2. Auch die Rüge der Kläger, das Verwaltungsgericht habe es entgegen ihrem Antrag unterlassen, das Verfahren bis zur Entscheidung des Europäischen Gerichtshofs für Menschenrechte gemäß § 94 VwGO auszusetzen, kann nicht zur Zulassung der Revision führen. Nach der ständigen Rechtsprechung des Bundesverwaltungsgerichts kann die Rüge, die Vorinstanz habe einen Antrag auf Aussetzung des Verfahrens trotz anhängiger Verfassungsbeschwerden zu derselben Rechtsvorschrift zu Unrecht abgelehnt, keinen Verfahrensfehler bezeichnen, der in einem Revisionsverfahren durch das Revisionsgericht überprüft werden könnte und deshalb die Zulassung der Revision gemäß § 132 Abs. 2 Nr. 3 VwGO rechtfertigen würde (vgl.
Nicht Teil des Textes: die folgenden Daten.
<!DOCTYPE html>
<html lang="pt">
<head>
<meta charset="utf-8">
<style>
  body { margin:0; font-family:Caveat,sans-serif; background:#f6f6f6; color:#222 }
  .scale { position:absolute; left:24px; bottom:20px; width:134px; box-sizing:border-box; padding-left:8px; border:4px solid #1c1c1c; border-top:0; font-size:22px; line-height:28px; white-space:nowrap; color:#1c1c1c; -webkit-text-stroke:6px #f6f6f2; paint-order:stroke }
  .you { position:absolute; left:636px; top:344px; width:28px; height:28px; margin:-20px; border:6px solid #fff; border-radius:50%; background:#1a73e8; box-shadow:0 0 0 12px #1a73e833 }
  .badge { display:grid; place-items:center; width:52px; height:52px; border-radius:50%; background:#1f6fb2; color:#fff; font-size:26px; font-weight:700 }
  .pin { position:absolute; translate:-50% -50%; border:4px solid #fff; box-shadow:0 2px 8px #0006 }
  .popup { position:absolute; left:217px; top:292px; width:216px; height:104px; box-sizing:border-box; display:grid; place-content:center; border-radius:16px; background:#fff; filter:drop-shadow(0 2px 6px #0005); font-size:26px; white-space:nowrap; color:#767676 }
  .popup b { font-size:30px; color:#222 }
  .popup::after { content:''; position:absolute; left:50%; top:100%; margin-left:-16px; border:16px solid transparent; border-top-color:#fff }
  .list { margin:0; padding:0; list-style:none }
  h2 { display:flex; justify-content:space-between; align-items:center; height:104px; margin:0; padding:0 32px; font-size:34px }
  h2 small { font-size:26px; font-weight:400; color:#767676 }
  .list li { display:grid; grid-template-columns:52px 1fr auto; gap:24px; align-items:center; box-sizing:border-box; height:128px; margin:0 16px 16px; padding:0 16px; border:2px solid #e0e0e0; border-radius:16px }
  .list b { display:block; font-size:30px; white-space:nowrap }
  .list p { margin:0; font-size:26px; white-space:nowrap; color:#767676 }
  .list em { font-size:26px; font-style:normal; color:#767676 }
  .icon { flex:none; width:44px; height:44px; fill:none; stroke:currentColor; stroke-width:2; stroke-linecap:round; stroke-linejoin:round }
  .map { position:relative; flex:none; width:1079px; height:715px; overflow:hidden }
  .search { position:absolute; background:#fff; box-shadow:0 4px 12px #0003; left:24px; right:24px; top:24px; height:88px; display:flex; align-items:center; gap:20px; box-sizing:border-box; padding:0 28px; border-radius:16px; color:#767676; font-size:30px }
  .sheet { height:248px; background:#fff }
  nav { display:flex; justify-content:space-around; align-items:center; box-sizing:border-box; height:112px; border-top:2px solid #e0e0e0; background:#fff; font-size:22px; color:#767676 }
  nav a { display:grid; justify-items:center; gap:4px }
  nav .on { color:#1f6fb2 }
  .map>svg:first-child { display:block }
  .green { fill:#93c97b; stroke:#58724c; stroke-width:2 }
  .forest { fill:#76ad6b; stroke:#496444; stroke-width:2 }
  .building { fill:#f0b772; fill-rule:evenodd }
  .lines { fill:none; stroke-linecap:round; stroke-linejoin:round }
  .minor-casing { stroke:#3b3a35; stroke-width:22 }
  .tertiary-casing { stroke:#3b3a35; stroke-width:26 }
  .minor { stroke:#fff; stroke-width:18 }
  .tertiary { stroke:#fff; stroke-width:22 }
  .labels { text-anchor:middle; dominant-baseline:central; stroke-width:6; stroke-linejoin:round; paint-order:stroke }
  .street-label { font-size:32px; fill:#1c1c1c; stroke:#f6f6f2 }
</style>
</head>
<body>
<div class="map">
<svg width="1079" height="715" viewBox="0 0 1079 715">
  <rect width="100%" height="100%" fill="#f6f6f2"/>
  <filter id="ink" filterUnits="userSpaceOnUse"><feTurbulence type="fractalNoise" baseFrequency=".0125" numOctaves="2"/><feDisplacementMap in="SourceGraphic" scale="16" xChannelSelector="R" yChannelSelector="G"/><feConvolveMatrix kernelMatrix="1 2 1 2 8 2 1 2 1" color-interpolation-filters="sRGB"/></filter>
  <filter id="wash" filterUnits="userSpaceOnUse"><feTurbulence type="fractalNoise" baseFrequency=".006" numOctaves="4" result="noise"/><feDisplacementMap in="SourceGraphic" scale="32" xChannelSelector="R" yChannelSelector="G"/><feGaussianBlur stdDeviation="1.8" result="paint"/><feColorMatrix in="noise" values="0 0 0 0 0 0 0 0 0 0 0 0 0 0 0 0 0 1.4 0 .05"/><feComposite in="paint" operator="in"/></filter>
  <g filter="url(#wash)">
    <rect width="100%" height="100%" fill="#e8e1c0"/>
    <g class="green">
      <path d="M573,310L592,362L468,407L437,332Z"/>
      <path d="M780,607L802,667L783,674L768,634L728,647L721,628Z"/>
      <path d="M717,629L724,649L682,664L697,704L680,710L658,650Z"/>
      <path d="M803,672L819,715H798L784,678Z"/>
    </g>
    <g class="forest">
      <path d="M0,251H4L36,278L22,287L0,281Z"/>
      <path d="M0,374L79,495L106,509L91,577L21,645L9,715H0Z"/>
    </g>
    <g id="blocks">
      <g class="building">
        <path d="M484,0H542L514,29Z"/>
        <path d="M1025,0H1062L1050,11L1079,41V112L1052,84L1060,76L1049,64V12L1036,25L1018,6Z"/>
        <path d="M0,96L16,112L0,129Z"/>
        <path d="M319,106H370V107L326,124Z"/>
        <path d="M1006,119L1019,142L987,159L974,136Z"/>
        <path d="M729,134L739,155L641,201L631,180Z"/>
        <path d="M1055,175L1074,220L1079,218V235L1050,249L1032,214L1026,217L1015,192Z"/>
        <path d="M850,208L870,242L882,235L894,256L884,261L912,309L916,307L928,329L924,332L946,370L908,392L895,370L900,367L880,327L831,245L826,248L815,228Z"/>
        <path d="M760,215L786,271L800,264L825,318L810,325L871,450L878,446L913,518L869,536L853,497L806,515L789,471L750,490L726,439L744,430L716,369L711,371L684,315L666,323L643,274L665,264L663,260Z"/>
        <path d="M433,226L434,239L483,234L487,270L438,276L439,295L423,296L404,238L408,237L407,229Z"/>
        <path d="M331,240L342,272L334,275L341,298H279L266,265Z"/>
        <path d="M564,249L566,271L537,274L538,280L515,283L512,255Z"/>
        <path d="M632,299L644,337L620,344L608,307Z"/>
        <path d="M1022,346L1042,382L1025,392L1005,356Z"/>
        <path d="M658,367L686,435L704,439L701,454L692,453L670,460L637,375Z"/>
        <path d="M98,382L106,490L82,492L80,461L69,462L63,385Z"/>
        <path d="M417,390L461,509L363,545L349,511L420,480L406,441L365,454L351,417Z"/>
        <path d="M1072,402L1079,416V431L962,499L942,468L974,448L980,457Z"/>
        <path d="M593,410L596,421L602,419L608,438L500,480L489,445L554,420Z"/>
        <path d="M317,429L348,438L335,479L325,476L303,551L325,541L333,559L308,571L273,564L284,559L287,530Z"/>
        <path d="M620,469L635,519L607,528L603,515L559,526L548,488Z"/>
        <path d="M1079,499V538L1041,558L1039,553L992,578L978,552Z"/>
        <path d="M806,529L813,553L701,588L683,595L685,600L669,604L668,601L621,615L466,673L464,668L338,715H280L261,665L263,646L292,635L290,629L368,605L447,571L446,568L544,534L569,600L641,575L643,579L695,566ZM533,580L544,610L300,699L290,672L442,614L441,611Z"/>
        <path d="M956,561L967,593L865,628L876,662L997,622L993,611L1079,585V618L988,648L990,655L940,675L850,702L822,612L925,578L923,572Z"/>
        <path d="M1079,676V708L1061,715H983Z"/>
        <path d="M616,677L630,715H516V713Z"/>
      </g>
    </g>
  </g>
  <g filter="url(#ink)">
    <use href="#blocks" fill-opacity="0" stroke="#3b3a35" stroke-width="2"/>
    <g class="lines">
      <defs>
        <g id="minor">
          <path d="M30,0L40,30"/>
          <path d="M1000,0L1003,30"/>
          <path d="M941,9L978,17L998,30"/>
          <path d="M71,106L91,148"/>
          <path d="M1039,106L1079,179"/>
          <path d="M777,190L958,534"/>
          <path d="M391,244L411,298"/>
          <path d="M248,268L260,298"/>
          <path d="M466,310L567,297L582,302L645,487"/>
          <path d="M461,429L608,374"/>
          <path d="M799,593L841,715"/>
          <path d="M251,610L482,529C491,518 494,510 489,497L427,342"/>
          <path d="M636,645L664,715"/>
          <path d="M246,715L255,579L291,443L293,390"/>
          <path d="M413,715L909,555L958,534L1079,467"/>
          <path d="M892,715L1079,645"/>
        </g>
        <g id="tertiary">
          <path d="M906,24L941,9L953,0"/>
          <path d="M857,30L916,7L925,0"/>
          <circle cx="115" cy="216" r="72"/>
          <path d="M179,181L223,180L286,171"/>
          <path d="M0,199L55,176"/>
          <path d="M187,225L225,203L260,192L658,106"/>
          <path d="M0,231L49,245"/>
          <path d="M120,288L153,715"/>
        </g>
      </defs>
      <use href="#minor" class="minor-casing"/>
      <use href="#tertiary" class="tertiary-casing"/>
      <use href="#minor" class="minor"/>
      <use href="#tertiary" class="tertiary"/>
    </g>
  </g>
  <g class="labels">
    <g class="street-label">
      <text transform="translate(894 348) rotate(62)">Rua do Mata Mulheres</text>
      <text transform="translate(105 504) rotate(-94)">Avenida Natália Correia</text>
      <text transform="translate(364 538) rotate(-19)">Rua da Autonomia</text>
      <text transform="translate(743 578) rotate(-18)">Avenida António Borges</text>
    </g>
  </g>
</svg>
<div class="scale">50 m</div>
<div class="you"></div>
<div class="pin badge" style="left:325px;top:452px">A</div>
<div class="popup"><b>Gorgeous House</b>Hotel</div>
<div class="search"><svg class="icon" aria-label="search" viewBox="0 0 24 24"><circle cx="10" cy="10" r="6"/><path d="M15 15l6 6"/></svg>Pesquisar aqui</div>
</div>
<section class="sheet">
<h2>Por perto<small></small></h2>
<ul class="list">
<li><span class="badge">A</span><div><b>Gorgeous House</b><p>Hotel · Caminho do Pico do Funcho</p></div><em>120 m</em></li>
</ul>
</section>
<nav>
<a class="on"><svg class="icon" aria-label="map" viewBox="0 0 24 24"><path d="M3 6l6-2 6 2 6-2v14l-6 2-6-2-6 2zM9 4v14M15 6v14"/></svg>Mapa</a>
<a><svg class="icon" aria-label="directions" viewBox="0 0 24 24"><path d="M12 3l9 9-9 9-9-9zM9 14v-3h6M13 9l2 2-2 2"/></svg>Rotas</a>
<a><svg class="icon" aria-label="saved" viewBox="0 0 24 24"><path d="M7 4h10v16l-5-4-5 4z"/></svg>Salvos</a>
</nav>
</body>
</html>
Beschluss vom 22. Dezember 1997 - BVerwG 8 B 255.97 - Buchholz 310 § 132 Abs. 2 Ziffer 3 VwGO Nr. 16 m.w.N.; die gegen diesen Beschluss eingelegte Verfassungsbeschwerde wurde nicht zur Entscheidung angenommen - BVerfG, Beschluss vom 14. Mai 1998 - 1 BvR 479.98 -). Nichts anderes kann für die unterlassene Aussetzung wegen eines vermeintlich vorgreiflichen Verfahrens beim Europäischen Gerichtshof für Menschenrechte gelten. Auch in diesem Falle würde die Überprüfung der Aussetzungsentscheidung durch die Vorinstanz im Rahmen eines Revisionsverfahrens dazu führen, dass der gesetzliche Beschwerdeausschluss gemäß § 37 VermG und die Bindungswirkung gemäß § 548 ZPO i.V.m. § 173 VwGO umgangen würde (vgl. Beschluss vom 22. Dezember 1997 - BVerwG 8 B 255.97 - a.a.O.).
Die Kostenentscheidung folgt aus § 154 Abs. 2 VwGO, die Festsetzung des Streitwertes beruht auf den §§ 13, 14 GKG.